▸ **WHAT TO DO**: Each line below should be written out again without any change.

▸ **INFORMATION SUPPLIED**:
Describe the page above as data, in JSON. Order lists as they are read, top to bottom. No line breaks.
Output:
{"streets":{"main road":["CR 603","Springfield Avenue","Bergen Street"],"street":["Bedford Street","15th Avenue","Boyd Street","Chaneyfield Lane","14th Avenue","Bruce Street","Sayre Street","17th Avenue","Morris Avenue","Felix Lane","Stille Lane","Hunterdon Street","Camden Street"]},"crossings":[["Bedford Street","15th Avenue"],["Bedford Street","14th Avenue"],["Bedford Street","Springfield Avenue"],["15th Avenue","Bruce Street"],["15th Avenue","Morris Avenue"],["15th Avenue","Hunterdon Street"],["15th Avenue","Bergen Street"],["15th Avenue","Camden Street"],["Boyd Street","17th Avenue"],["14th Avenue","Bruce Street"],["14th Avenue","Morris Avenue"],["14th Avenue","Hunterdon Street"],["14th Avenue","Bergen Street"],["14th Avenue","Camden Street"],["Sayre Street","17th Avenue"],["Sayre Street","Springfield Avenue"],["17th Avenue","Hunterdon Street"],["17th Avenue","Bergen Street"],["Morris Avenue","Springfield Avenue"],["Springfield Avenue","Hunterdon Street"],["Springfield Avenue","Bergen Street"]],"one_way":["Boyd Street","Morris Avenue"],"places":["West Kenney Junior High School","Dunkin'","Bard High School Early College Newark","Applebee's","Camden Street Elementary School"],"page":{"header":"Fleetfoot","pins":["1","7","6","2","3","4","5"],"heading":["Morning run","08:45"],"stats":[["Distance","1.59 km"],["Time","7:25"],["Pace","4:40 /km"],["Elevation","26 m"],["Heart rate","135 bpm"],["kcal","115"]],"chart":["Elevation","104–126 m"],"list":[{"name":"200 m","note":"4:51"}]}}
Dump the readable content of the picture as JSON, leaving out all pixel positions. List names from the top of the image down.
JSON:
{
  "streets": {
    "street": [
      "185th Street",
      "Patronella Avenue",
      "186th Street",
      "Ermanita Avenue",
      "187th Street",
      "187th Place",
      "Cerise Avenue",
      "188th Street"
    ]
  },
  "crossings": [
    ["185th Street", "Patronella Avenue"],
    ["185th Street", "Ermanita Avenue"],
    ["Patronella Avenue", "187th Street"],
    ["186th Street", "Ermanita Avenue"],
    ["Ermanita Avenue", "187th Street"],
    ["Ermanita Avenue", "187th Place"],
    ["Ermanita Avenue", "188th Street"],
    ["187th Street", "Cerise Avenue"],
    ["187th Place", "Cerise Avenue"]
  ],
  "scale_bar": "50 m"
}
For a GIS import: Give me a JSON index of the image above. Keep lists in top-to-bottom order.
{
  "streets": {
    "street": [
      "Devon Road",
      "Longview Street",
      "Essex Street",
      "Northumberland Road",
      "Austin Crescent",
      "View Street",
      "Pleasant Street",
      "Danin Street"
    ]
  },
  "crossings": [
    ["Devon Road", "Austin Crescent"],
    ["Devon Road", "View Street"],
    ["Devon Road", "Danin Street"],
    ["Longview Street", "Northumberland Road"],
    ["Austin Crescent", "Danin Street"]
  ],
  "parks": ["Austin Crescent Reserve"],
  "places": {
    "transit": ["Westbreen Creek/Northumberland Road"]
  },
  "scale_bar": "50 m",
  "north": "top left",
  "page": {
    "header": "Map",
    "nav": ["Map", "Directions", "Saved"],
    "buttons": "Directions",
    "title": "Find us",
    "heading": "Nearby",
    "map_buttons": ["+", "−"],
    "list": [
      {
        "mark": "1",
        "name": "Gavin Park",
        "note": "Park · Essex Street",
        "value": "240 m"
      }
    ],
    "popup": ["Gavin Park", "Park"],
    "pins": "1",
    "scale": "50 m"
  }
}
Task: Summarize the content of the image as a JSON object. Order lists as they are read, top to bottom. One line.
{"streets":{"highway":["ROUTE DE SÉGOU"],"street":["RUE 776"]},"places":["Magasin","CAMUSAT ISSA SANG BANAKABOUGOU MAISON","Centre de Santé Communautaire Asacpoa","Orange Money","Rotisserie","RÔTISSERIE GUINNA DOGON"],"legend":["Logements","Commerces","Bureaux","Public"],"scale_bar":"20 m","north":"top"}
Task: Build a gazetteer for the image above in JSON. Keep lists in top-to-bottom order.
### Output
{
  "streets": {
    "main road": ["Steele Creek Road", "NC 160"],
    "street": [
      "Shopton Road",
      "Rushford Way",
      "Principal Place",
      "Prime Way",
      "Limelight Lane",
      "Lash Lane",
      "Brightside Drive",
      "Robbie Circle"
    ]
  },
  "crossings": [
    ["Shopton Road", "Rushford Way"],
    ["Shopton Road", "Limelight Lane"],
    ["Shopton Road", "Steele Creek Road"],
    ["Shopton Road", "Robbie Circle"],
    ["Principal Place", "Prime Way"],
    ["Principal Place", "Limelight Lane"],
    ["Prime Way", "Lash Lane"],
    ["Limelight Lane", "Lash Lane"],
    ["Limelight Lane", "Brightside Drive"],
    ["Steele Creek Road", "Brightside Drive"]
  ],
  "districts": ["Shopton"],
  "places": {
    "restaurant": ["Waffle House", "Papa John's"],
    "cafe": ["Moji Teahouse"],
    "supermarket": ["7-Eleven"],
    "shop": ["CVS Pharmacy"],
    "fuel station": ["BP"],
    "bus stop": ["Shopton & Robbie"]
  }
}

▸ **THE COMPLETED TASK**:
Describe the page above as data, in JSON. Order lists as they are read, top to bottom. No line breaks.
Output:
{"streets":{"main road":["CR 603","Springfield Avenue","Bergen Street"],"street":["Bedford Street","15th Avenue","Boyd Street","Chaneyfield Lane","14th Avenue","Bruce Street","Sayre Street","17th Avenue","Morris Avenue","Felix Lane","Stille Lane","Hunterdon Street","Camden Street"]},"crossings":[["Bedford Street","15th Avenue"],["Bedford Street","14th Avenue"],["Bedford Street","Springfield Avenue"],["15th Avenue","Bruce Street"],["15th Avenue","Morris Avenue"],["15th Avenue","Hunterdon Street"],["15th Avenue","Bergen Street"],["15th Avenue","Camden Street"],["Boyd Street","17th Avenue"],["14th Avenue","Bruce Street"],["14th Avenue","Morris Avenue"],["14th Avenue","Hunterdon Street"],["14th Avenue","Bergen Street"],["14th Avenue","Camden Street"],["Sayre Street","17th Avenue"],["Sayre Street","Springfield Avenue"],["17th Avenue","Hunterdon Street"],["17th Avenue","Bergen Street"],["Morris Avenue","Springfield Avenue"],["Springfield Avenue","Hunterdon Street"],["Springfield Avenue","Bergen Street"]],"one_way":["Boyd Street","Morris Avenue"],"places":["West Kenney Junior High School","Dunkin'","Bard High School Early College Newark","Applebee's","Camden Street Elementary School"],"page":{"header":"Fleetfoot","pins":["1","7","6","2","3","4","5"],"heading":["Morning run","08:45"],"stats":[["Distance","1.59 km"],["Time","7:25"],["Pace","4:40 /km"],["Elevation","26 m"],["Heart rate","135 bpm"],["kcal","115"]],"chart":["Elevation","104–126 m"],"list":[{"name":"200 m","note":"4:51"}]}}
Dump the readable content of the picture as JSON, leaving out all pixel positions. List names from the top of the image down.
JSON:
{
  "streets": {
    "street": [
      "185th Street",
      "Patronella Avenue",
      "186th Street",
      "Ermanita Avenue",
      "187th Street",
      "187th Place",
      "Cerise Avenue",
      "188th Street"
    ]
  },
  "crossings": [
    ["185th Street", "Patronella Avenue"],
    ["185th Street", "Ermanita Avenue"],
    ["Patronella Avenue", "187th Street"],
    ["186th Street", "Ermanita Avenue"],
    ["Ermanita Avenue", "187th Street"],
    ["Ermanita Avenue", "187th Place"],
    ["Ermanita Avenue", "188th Street"],
    ["187th Street", "Cerise Avenue"],
    ["187th Place", "Cerise Avenue"]
  ],
  "scale_bar": "50 m"
}
For a GIS import: Give me a JSON index of the image above. Keep lists in top-to-bottom order.
{
  "streets": {
    "street": [
      "Devon Road",
      "Longview Street",
      "Essex Street",
      "Northumberland Road",
      "Austin Crescent",
      "View Street",
      "Pleasant Street",
      "Danin Street"
    ]
  },
  "crossings": [
    ["Devon Road", "Austin Crescent"],
    ["Devon Road", "View Street"],
    ["Devon Road", "Danin Street"],
    ["Longview Street", "Northumberland Road"],
    ["Austin Crescent", "Danin Street"]
  ],
  "parks": ["Austin Crescent Reserve"],
  "places": {
    "transit": ["Westbreen Creek/Northumberland Road"]
  },
  "scale_bar": "50 m",
  "north": "top left",
  "page": {
    "header": "Map",
    "nav": ["Map", "Directions", "Saved"],
    "buttons": "Directions",
    "title": "Find us",
    "heading": "Nearby",
    "map_buttons": ["+", "−"],
    "list": [
      {
        "mark": "1",
        "name": "Gavin Park",
        "note": "Park · Essex Street",
        "value": "240 m"
      }
    ],
    "popup": ["Gavin Park", "Park"],
    "pins": "1",
    "scale": "50 m"
  }
}
Task: Summarize the content of the image as a JSON object. Order lists as they are read, top to bottom. One line.
{"streets":{"highway":["ROUTE DE SÉGOU"],"street":["RUE 776"]},"places":["Magasin","CAMUSAT ISSA SANG BANAKABOUGOU MAISON","Centre de Santé Communautaire Asacpoa","Orange Money","Rotisserie","RÔTISSERIE GUINNA DOGON"],"legend":["Logements","Commerces","Bureaux","Public"],"scale_bar":"20 m","north":"top"}
Task: Build a gazetteer for the image above in JSON. Keep lists in top-to-bottom order.
### Output
{
  "streets": {
    "main road": ["Steele Creek Road", "NC 160"],
    "street": [
      "Shopton Road",
      "Rushford Way",
      "Principal Place",
      "Prime Way",
      "Limelight Lane",
      "Lash Lane",
      "Brightside Drive",
      "Robbie Circle"
    ]
  },
  "crossings": [
    ["Shopton Road", "Rushford Way"],
    ["Shopton Road", "Limelight Lane"],
    ["Shopton Road", "Steele Creek Road"],
    ["Shopton Road", "Robbie Circle"],
    ["Principal Place", "Prime Way"],
    ["Principal Place", "Limelight Lane"],
    ["Prime Way", "Lash Lane"],
    ["Limelight Lane", "Lash Lane"],
    ["Limelight Lane", "Brightside Drive"],
    ["Steele Creek Road", "Brightside Drive"]
  ],
  "districts": ["Shopton"],
  "places": {
    "restaurant": ["Waffle House", "Papa John's"],
    "cafe": ["Moji Teahouse"],
    "supermarket": ["7-Eleven"],
    "shop": ["CVS Pharmacy"],
    "fuel station": ["BP"],
    "bus stop": ["Shopton & Robbie"]
  }
}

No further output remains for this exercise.